The report, conducted by researchers at the University of California, Santa Barbara, the University of Wyoming and Vanderbilt University in conjunction with the Environmental Defense Fund, alleges a behavior called “down scheduling,” in which the companies would reserve pipeline capacity for a large order of natural gas and then would “sharply reduce those orders at the last minute,” resulting in an increase in the average gas and electricity prices by 38 percent and 20 percent, respectively, over a three-year period from 2013 to 2016.

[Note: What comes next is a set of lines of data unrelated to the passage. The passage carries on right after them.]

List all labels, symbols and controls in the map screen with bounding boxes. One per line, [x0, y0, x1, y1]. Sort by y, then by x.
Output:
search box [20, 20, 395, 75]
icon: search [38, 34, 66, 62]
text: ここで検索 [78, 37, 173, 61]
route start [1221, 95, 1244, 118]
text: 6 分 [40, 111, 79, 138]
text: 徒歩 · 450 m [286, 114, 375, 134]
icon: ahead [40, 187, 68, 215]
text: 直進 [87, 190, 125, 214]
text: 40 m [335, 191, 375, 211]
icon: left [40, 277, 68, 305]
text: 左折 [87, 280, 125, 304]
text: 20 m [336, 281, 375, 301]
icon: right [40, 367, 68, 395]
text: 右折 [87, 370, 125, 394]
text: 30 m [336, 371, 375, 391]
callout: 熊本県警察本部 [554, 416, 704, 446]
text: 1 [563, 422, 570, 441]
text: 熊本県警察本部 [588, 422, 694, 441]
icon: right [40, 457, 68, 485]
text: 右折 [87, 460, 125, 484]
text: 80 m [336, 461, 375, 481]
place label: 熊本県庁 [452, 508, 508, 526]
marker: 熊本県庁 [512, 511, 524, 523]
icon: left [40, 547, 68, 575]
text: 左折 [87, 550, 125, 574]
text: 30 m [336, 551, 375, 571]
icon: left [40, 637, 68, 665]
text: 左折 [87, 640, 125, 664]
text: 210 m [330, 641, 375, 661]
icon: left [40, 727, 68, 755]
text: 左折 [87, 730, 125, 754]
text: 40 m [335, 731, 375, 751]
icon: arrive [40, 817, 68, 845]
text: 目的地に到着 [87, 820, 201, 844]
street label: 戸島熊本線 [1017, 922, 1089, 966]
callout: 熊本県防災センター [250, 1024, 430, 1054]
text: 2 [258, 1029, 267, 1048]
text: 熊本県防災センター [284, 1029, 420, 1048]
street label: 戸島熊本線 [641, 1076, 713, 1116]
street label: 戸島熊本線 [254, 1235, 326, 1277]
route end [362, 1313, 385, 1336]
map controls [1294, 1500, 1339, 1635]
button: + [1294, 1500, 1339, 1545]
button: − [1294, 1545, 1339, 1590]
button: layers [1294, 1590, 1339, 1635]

By altering the amount of natural gas ordered after scheduling, the report alleges, the Algonquin Pipeline was not operating at peak capacity, and therefore driving up costs in the region.

The two companies the report examines, Eversource Energy and Avangrid, have denied they were intentionally manipulating gas flow, according to a comprehensive report breakdown by Utility Dive on Wednesday, even calling the academic analysis report “irresponsible.”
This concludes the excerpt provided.